スマート冷蔵庫は
古くて新しいテーマ
家庭用のIoTに関する古くて新しい話題は、「スマート冷蔵庫」である。家庭の中心であり、食事の中心である冷蔵庫がインターネットに接続されたら何ができるのか、何をすべきなのか。メーカーや研究者らが、そうしたことをずっと考え続けてきた。
そんな長い歴史があるにもかかわらず、スマート冷蔵庫はまだ家庭に普及していない。予想以上に難しい課題だからだ。そんな冷蔵庫に代わって、スマート・サーモスタットやスマート照明、スマート・ドアノブなどがどんどん先に家庭に入って来ている状況だ。
それでも、これまでのスマート冷蔵庫の構想や早い時期のモデルはなかなか興味深い。
基本的に冷蔵庫利用のポイントは、常備食品の在庫を保ち、生ものを腐らないうちに使うこと、そして中味がいつも把握できることだ。
LG電子は、早くも2000年にそんなことができるスマート冷蔵庫を発表していたが、それは透明の容器に入ったミルクやジュースの残量を認識し、ドアに取り付けられたスクリーンが中に入っている他の食品も表示して、レシピまで呼び出すというものである。
マイクロソフトが未来像を描いたビデオで見せていた冷蔵庫も、残り物は何日までに食べるようにといった表示まで、透明のドアに映し出されるという気の配りよう。

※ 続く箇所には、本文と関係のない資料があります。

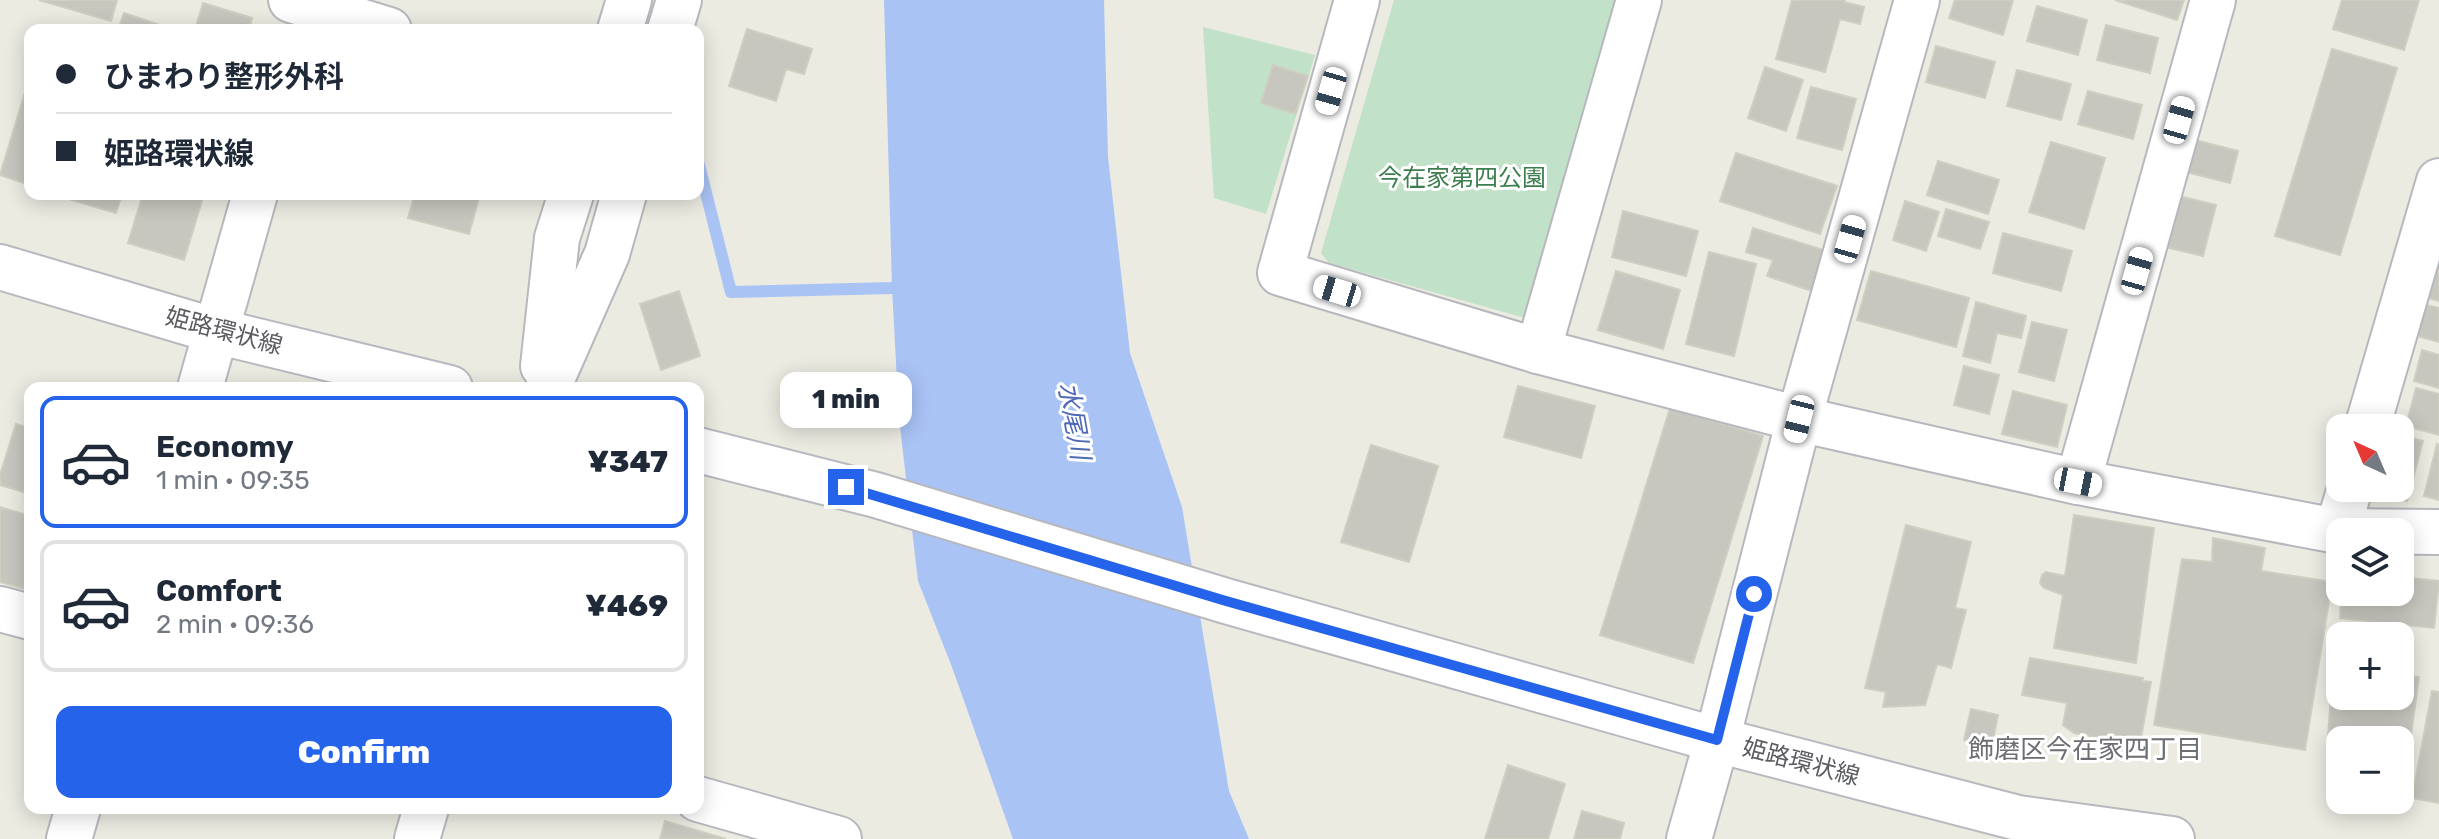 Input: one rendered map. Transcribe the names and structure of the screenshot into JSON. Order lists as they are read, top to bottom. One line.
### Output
{"streets":{"street":["姫路環状線"]},"districts":["飾磨区今在家四丁目"],"water":["水尾川"],"parks":["今在家第四公園"],"north":"top left","page":{"banner":["ひまわり整形外科","姫路環状線"],"bubble":"1 min","list":[{"name":"Economy","note":"1 min · 09:35","value":"¥347"},{"name":"Comfort","note":"2 min · 09:36","value":"¥469"}],"map_buttons":["+","−"],"buttons":"Confirm"}} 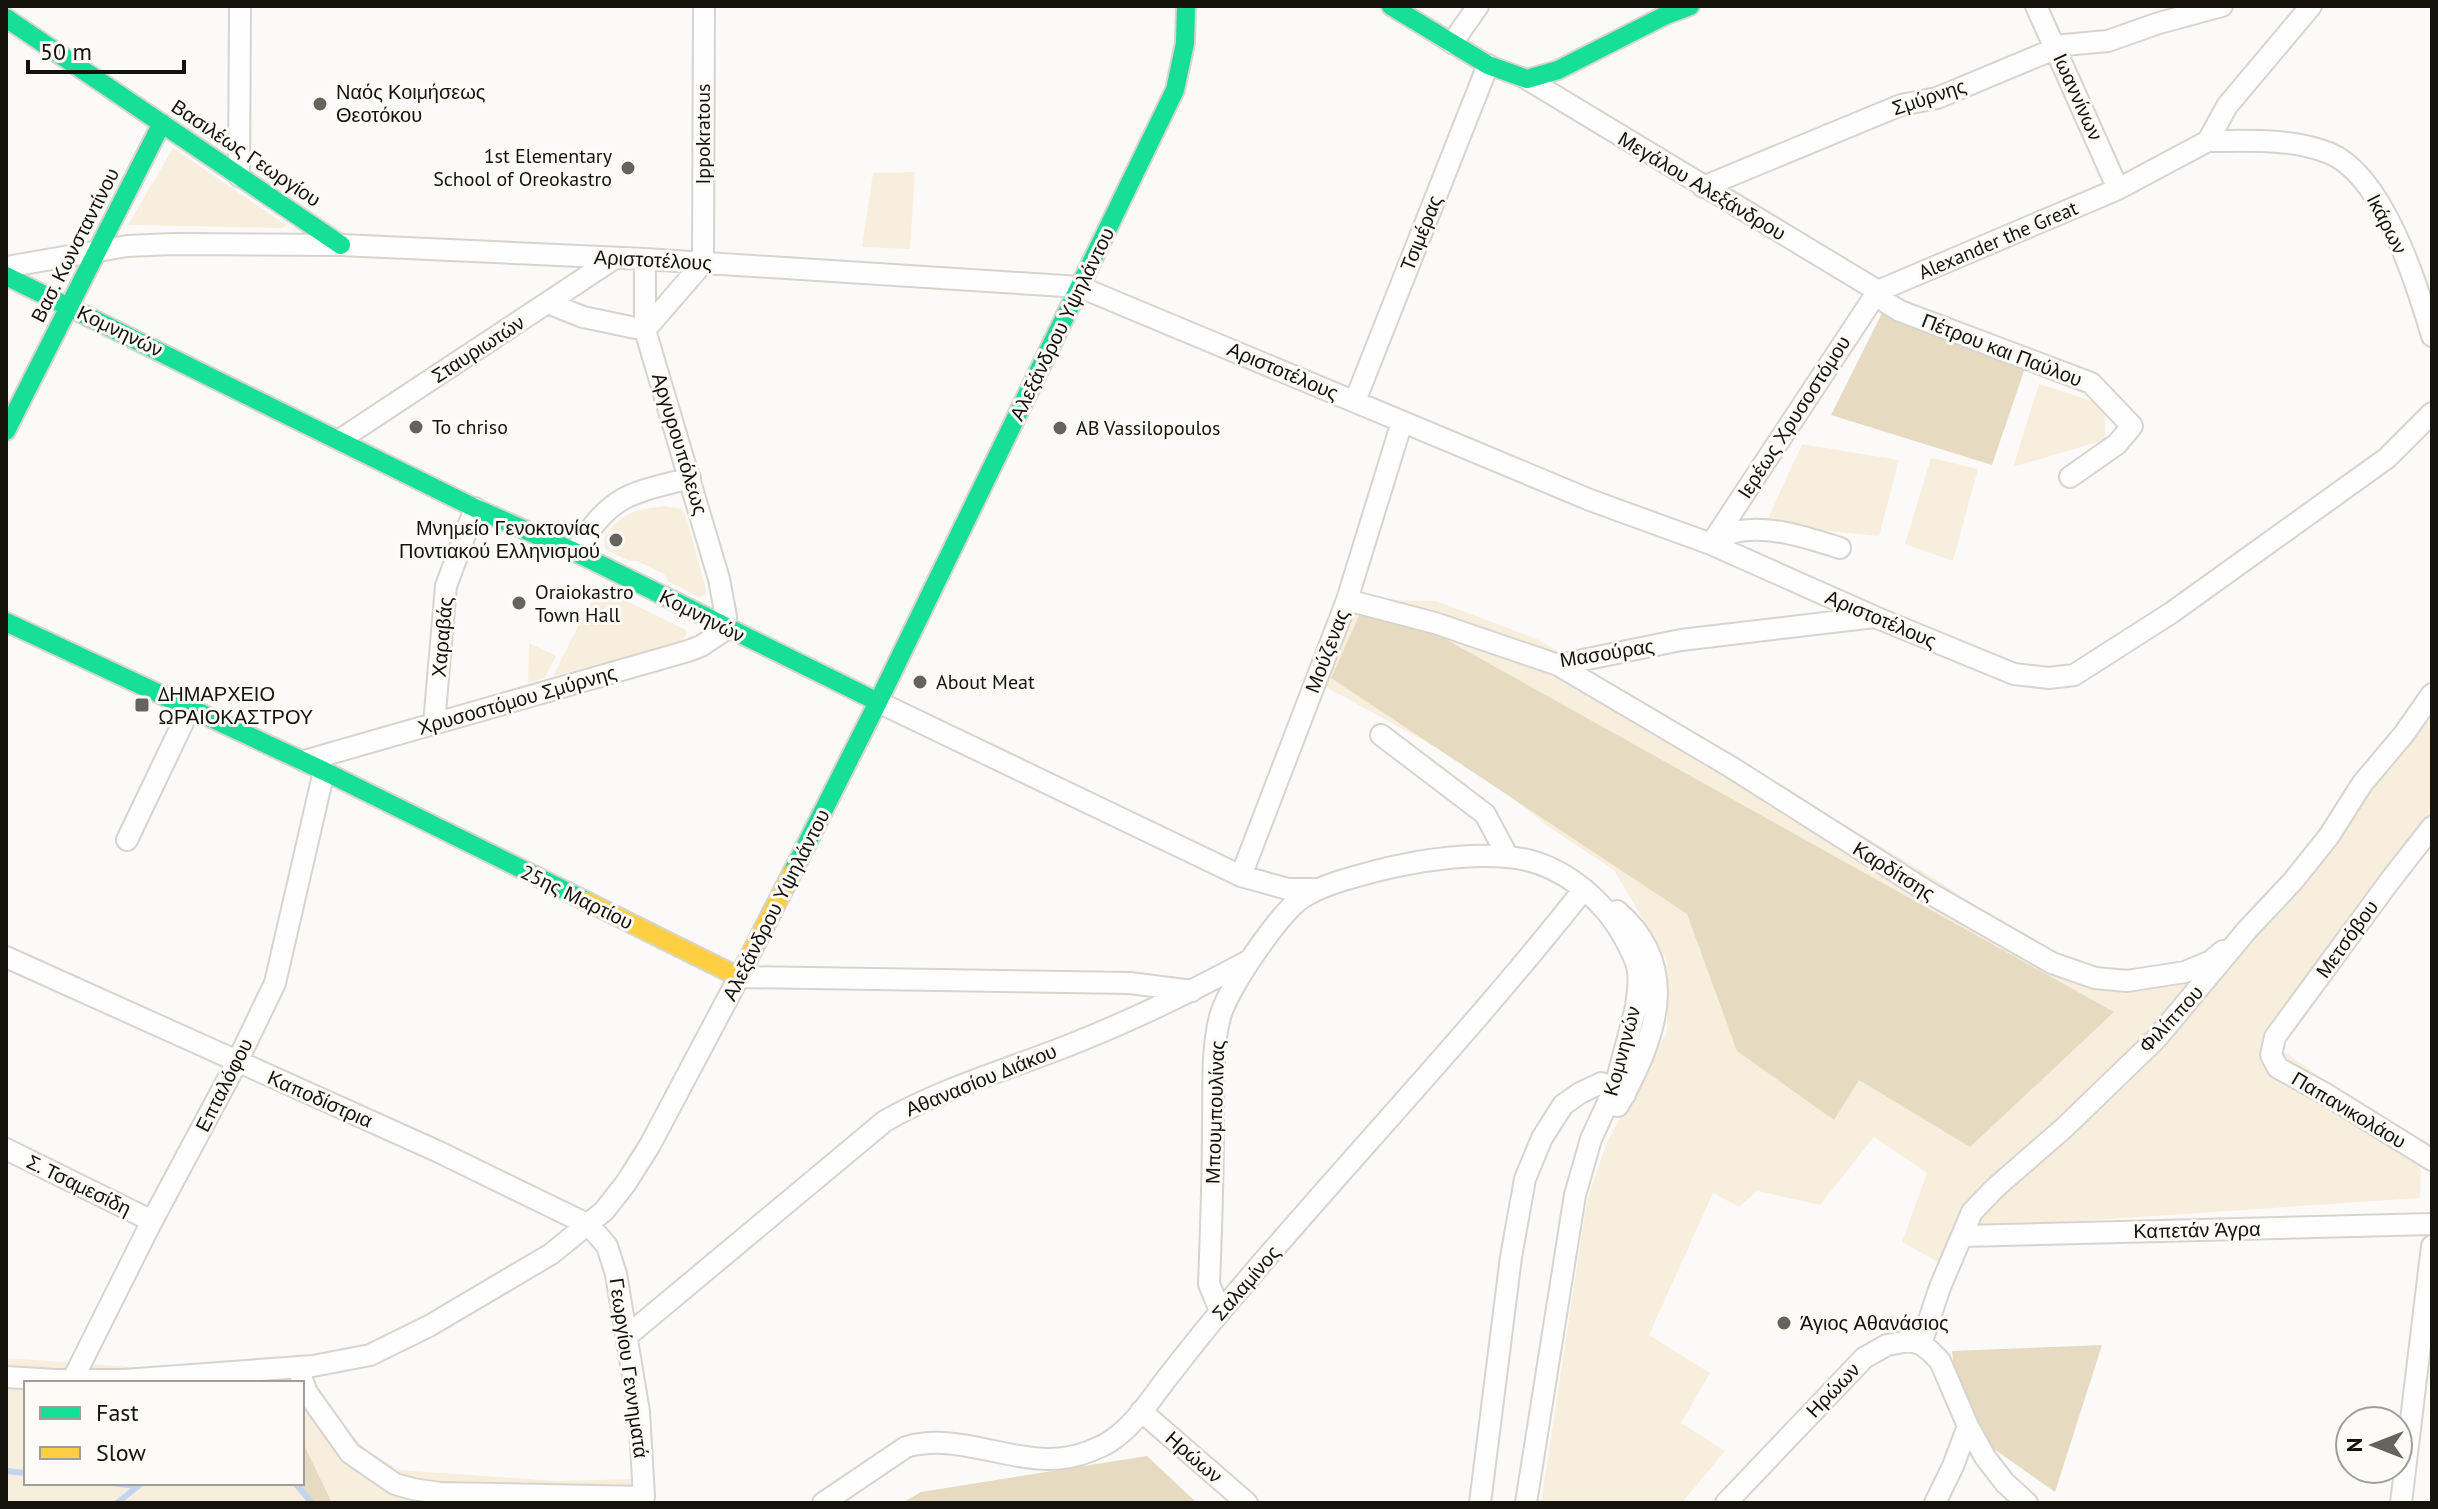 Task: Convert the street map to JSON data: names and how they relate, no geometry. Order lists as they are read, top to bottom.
{
  "streets": {
    "street": [
      "Σμύρνης",
      "Ιωαννίνων",
      "Ippokratous",
      "Βασιλέως Γεωργίου",
      "Μεγάλου Αλεξάνδρου",
      "Ικάρων",
      "Τσιμέρας",
      "Alexander the Great",
      "Βασ. Κωνσταντίνου",
      "Αριστοτέλους",
      "Αλεξάνδρου Υψηλάντου",
      "Κομνηνών",
      "Σταυριωτών",
      "Πέτρου και Παύλου",
      "Ιερέως Χρυσοστόμου",
      "Αργυρουπόλεως",
      "Χαραβάς",
      "Μούζενας",
      "Μασούρας",
      "Χρυσοστόμου Σμύρνης",
      "Καρδίτσης",
      "25ης Μαρτίου",
      "Μετσόβου",
      "Φιλίππου",
      "Αθανασίου Διάκου",
      "Επταλόφου",
      "Καποδίστρια",
      "Παπανικολάου",
      "Μπουμπουλίνας",
      "Σ. Τσαμεσίδη",
      "Καπετάν Άγρα",
      "Σαλαμίνος",
      "Γεωργίου Γεννηματά",
      "Ηρώων"
    ]
  },
  "crossings": [
    ["Σμύρνης", "Ιωαννίνων"],
    ["Σμύρνης", "Μεγάλου Αλεξάνδρου"],
    ["Ιωαννίνων", "Alexander the Great"],
    ["Ippokratous", "Αριστοτέλους"],
    ["Βασιλέως Γεωργίου", "Βασ. Κωνσταντίνου"],
    ["Βασιλέως Γεωργίου", "Αριστοτέλους"],
    ["Μεγάλου Αλεξάνδρου", "Alexander the Great"],
    ["Μεγάλου Αλεξάνδρου", "Πέτρου και Παύλου"],
    ["Μεγάλου Αλεξάνδρου", "Ιερέως Χρυσοστόμου"],
    ["Τσιμέρας", "Αριστοτέλους"],
    ["Alexander the Great", "Πέτρου και Παύλου"],
    ["Alexander the Great", "Ιερέως Χρυσοστόμου"],
    ["Βασ. Κωνσταντίνου", "Αριστοτέλους"],
    ["Βασ. Κωνσταντίνου", "Κομνηνών"],
    ["Αριστοτέλους", "Αλεξάνδρου Υψηλάντου"],
    ["Αριστοτέλους", "Σταυριωτών"],
    ["Αριστοτέλους", "Ιερέως Χρυσοστόμου"],
    ["Αριστοτέλους", "Αργυρουπόλεως"],
    ["Αριστοτέλους", "Μούζενας"],
    ["Αριστοτέλους", "Μασούρας"],
    ["Αλεξάνδρου Υψηλάντου", "Κομνηνών"],
    ["Αλεξάνδρου Υψηλάντου", "25ης Μαρτίου"],
    ["Αλεξάνδρου Υψηλάντου", "Επταλόφου"],
    ["Αλεξάνδρου Υψηλάντου", "Καποδίστρια"],
    ["Αλεξάνδρου Υψηλάντου", "Γεωργίου Γεννηματά"],
    ["Κομνηνών", "Σταυριωτών"],
    ["Κομνηνών", "Αργυρουπόλεως"],
    ["Κομνηνών", "Χαραβάς"],
    ["Κομνηνών", "Μούζενας"],
    ["Κομνηνών", "Χρυσοστόμου Σμύρνης"],
    ["Κομνηνών", "Μπουμπουλίνας"],
    ["Κομνηνών", "Σαλαμίνος"],
    ["Πέτρου και Παύλου", "Ιερέως Χρυσοστόμου"],
    ["Αργυρουπόλεως", "Χρυσοστόμου Σμύρνης"],
    ["Χαραβάς", "Χρυσοστόμου Σμύρνης"],
    ["Μούζενας", "Μασούρας"],
    ["Μασούρας", "Καρδίτσης"],
    ["Χρυσοστόμου Σμύρνης", "25ης Μαρτίου"],
    ["Καρδίτσης", "Φιλίππου"],
    ["25ης Μαρτίου", "Αθανασίου Διάκου"],
    ["25ης Μαρτίου", "Επταλόφου"],
    ["Μετσόβου", "Παπανικολάου"],
    ["Φιλίππου", "Καπετάν Άγρα"],
    ["Φιλίππου", "Ηρώων"],
    ["Αθανασίου Διάκου", "Μπουμπουλίνας"],
    ["Αθανασίου Διάκου", "Γεωργίου Γεννηματά"],
    ["Επταλόφου", "Καποδίστρια"],
    ["Επταλόφου", "Σ. Τσαμεσίδη"],
    ["Καποδίστρια", "Γεωργίου Γεννηματά"],
    ["Μπουμπουλίνας", "Σαλαμίνος"],
    ["Σαλαμίνος", "Ηρώων"]
  ],
  "places": {
    "other": [
      "Ναός Κοιμήσεως Θεοτόκου",
      "1st Elementary School of Oreokastro",
      "To chriso",
      "AB Vassilopoulos",
      "Μνημείο Γενοκτονίας Ποντιακού Ελληνισμού",
      "Oraiokastro Town Hall",
      "About Meat",
      "Άγιος Αθανάσιος"
    ],
    "transit": ["ΔΗΜΑΡΧΕΙΟ ΩΡΑΙΟΚΑΣΤΡΟΥ"]
  },
  "legend": ["Fast", "Slow"],
  "scale_bar": "50 m",
  "north": "left"
}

またよく映画では、「ミルクがなくなった」と言うだけで、ミルクが注文されるような場面も出てくる。
そういう理想的なスマート冷蔵庫像は、なかなか捨て難く、最近の最新冷蔵庫はそれにだんだん近づいているようだ。中の食品管理がドアのスクリーンからでき、買物リストもそこから簡単に作成、それをスマートフォンに送ってくれるというものまである。